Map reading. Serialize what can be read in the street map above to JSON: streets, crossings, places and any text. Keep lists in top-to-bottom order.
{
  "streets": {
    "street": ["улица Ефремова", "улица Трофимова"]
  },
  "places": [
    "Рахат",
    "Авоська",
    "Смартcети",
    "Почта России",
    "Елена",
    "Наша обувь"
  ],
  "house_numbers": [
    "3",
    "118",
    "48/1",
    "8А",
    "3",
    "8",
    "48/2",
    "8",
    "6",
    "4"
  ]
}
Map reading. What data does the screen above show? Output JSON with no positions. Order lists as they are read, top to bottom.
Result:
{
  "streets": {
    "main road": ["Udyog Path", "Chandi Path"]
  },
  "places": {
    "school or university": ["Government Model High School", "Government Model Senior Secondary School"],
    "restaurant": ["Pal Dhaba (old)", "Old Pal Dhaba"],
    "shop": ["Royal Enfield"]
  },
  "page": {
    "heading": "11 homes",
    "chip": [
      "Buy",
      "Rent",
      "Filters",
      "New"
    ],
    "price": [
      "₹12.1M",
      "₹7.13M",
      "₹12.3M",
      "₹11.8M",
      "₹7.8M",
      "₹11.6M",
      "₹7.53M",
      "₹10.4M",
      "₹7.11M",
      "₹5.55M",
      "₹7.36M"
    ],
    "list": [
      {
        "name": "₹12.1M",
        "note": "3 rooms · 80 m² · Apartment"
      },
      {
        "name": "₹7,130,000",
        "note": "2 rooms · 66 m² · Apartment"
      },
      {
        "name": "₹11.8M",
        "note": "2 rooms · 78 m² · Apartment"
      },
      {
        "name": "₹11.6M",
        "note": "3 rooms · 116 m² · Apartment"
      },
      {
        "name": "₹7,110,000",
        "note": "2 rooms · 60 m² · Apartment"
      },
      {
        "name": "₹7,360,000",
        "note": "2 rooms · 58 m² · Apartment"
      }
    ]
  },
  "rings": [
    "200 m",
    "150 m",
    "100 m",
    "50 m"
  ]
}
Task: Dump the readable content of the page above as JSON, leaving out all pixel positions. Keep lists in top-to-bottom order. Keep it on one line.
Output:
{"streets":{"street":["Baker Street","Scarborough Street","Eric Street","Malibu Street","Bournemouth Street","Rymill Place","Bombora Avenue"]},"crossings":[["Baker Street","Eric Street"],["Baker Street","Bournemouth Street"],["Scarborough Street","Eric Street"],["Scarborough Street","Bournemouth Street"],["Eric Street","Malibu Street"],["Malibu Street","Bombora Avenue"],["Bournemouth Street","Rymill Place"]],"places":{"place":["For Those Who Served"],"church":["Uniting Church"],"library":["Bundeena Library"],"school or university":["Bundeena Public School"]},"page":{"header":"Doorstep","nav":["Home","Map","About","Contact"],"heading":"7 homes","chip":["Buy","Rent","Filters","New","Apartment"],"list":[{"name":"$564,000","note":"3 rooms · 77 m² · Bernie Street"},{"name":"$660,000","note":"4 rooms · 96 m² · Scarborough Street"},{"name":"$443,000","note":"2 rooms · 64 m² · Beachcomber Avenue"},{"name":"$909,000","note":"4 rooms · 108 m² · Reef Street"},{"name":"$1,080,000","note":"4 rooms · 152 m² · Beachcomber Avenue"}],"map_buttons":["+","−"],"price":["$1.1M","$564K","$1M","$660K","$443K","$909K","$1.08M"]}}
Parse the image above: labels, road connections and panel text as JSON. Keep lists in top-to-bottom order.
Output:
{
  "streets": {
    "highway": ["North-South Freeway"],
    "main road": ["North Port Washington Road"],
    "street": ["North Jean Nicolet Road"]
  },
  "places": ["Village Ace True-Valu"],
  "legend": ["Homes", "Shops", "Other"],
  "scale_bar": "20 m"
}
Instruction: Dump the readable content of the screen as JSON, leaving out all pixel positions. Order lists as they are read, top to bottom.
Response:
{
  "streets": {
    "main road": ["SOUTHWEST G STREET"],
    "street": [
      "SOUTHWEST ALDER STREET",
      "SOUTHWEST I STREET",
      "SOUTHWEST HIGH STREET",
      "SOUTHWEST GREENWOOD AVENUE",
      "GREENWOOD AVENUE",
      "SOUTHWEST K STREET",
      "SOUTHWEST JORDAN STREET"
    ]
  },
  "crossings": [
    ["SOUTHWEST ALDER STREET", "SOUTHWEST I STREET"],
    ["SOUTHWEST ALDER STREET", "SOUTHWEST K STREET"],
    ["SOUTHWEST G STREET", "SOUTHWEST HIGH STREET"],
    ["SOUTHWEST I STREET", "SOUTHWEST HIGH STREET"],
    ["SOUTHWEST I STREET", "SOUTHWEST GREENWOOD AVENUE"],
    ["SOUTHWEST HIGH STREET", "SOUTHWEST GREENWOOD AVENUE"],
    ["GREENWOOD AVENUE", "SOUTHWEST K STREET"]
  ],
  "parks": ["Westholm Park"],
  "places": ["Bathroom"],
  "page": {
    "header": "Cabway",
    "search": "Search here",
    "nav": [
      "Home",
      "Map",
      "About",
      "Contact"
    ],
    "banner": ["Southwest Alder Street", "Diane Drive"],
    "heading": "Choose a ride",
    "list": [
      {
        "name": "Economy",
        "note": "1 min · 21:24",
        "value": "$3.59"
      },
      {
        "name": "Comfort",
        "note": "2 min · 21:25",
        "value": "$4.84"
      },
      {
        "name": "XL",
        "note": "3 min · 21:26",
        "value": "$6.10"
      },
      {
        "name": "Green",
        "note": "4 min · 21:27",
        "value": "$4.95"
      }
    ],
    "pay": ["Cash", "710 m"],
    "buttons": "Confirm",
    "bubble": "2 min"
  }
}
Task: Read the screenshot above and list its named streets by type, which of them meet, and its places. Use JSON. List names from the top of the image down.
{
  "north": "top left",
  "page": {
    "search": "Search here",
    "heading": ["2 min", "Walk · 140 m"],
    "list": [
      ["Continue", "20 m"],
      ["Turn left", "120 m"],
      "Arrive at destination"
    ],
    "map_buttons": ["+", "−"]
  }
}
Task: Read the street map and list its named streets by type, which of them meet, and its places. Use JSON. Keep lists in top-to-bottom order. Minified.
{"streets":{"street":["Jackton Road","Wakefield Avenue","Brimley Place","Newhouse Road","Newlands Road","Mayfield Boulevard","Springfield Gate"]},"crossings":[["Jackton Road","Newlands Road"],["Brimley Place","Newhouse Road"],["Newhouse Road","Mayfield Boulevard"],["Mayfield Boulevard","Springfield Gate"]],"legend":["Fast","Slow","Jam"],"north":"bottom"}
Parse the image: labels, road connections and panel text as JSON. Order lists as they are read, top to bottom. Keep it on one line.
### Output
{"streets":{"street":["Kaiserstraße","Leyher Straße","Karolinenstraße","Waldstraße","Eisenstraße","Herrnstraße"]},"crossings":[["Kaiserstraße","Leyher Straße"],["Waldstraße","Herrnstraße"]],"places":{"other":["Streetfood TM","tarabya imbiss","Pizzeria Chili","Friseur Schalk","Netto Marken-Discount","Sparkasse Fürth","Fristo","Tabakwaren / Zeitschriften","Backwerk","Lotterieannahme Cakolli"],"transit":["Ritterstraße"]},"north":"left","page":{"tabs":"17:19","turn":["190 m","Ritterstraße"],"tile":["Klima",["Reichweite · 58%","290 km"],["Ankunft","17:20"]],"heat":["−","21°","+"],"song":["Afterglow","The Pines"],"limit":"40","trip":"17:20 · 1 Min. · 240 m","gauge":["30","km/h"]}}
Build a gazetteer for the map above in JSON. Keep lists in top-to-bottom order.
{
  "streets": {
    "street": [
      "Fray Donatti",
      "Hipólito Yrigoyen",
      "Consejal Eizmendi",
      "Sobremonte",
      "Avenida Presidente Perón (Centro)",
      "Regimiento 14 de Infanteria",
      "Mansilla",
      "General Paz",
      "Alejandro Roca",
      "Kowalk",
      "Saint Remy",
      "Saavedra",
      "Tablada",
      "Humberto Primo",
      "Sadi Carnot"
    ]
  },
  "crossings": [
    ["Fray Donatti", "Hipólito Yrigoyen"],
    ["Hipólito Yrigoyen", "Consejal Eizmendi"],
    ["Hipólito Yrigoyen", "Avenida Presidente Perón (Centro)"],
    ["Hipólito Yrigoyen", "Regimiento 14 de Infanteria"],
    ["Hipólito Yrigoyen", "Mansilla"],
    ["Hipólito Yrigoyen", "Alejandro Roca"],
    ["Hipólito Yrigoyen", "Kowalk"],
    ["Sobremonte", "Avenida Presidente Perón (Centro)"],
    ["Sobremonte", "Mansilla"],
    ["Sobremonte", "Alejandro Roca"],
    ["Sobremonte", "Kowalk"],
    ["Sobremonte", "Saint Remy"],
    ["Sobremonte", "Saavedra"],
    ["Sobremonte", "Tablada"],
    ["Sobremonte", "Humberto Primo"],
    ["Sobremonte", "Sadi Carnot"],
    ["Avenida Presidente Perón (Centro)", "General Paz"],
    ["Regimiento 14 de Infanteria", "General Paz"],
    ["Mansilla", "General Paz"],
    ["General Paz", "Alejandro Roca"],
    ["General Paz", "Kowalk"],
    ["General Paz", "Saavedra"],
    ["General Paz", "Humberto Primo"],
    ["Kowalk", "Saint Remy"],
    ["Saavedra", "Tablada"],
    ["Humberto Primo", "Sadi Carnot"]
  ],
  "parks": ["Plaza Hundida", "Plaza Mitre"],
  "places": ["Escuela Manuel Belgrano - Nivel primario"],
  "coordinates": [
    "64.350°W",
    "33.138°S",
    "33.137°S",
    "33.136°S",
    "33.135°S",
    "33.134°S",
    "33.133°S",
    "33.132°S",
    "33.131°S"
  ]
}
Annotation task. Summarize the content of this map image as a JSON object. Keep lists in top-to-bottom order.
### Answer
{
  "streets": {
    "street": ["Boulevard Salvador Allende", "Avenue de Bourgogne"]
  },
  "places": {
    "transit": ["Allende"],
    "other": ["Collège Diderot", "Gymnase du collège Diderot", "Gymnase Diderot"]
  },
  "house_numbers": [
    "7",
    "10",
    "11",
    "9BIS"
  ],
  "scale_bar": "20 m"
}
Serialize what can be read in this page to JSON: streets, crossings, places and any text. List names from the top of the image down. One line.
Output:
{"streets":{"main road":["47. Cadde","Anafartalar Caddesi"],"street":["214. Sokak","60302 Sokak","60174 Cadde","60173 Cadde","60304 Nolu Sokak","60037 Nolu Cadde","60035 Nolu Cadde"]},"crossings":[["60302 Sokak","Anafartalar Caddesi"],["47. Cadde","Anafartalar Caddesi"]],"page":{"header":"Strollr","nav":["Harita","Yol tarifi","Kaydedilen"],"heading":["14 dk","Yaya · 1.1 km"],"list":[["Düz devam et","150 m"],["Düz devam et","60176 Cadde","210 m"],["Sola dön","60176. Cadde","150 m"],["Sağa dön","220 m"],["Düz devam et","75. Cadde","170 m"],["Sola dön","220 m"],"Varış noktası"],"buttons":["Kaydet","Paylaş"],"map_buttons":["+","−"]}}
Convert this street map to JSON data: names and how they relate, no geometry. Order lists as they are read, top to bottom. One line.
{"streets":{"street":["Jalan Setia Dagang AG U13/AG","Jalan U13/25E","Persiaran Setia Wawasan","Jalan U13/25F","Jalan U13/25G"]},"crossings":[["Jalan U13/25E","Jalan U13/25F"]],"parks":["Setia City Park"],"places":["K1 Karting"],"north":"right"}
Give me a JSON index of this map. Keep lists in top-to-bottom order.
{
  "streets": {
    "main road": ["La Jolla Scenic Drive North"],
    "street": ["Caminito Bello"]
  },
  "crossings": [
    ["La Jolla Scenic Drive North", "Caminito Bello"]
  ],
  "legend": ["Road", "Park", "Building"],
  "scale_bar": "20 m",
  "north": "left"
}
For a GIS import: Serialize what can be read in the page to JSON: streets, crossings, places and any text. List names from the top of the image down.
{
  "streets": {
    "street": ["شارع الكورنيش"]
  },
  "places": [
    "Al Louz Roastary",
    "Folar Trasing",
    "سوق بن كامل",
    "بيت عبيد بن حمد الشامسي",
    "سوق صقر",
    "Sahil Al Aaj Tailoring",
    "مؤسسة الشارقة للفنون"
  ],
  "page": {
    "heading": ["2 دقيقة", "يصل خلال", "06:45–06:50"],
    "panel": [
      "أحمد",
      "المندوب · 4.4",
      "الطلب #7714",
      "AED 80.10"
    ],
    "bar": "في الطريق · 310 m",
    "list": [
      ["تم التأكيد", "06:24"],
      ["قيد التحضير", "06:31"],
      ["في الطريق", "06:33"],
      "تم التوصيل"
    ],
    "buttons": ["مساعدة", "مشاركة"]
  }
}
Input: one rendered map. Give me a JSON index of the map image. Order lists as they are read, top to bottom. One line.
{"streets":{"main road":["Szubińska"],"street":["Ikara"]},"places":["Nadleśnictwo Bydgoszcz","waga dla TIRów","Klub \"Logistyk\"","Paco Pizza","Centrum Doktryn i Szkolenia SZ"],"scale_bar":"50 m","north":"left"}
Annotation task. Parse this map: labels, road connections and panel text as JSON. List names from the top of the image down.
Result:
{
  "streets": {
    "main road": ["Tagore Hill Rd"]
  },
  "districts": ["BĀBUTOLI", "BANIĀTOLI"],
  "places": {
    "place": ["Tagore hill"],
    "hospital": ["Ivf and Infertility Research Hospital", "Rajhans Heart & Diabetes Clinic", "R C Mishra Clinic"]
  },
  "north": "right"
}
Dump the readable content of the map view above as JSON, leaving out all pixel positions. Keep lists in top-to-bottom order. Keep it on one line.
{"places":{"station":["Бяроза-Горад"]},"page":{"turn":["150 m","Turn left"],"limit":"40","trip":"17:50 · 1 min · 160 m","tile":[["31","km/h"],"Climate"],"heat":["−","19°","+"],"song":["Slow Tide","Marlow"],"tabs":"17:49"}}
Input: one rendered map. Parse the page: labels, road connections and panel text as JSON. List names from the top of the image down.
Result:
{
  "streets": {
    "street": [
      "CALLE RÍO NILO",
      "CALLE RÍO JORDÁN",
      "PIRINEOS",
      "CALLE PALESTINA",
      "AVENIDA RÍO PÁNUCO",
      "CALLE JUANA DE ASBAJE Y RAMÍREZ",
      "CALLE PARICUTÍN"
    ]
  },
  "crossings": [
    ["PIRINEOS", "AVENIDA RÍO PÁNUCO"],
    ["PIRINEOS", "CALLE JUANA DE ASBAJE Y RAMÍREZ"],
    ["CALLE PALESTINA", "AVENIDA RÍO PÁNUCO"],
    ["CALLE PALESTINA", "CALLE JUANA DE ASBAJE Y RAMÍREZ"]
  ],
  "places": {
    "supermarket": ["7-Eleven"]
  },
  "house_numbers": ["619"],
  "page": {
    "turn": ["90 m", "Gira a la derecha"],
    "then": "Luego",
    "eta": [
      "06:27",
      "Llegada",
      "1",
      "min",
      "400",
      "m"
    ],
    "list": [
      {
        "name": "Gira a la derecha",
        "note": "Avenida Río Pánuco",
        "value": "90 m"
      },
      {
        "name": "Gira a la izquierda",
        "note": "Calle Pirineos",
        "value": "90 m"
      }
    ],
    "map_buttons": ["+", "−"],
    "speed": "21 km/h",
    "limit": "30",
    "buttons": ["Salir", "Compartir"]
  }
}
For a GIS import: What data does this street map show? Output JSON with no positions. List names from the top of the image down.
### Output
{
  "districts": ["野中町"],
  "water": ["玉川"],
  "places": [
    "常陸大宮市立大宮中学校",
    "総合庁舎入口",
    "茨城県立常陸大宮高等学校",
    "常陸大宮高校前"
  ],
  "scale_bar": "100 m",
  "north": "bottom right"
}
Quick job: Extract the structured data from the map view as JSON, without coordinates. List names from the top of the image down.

▶ WHAT YOU SHOULD DO
Once the line containing "Map reading. What" has been set down, nothing more is wanted; set down each line of the listing above up to it exactly, starting with the first.

▶ EXERCISE RESULT
Map reading. Serialize what can be read in the street map above to JSON: streets, crossings, places and any text. Keep lists in top-to-bottom order.
{
  "streets": {
    "street": ["улица Ефремова", "улица Трофимова"]
  },
  "places": [
    "Рахат",
    "Авоська",
    "Смартcети",
    "Почта России",
    "Елена",
    "Наша обувь"
  ],
  "house_numbers": [
    "3",
    "118",
    "48/1",
    "8А",
    "3",
    "8",
    "48/2",
    "8",
    "6",
    "4"
  ]
}
Map reading. What data does the screen above show? Output JSON with no positions. Order lists as they are read, top to bottom.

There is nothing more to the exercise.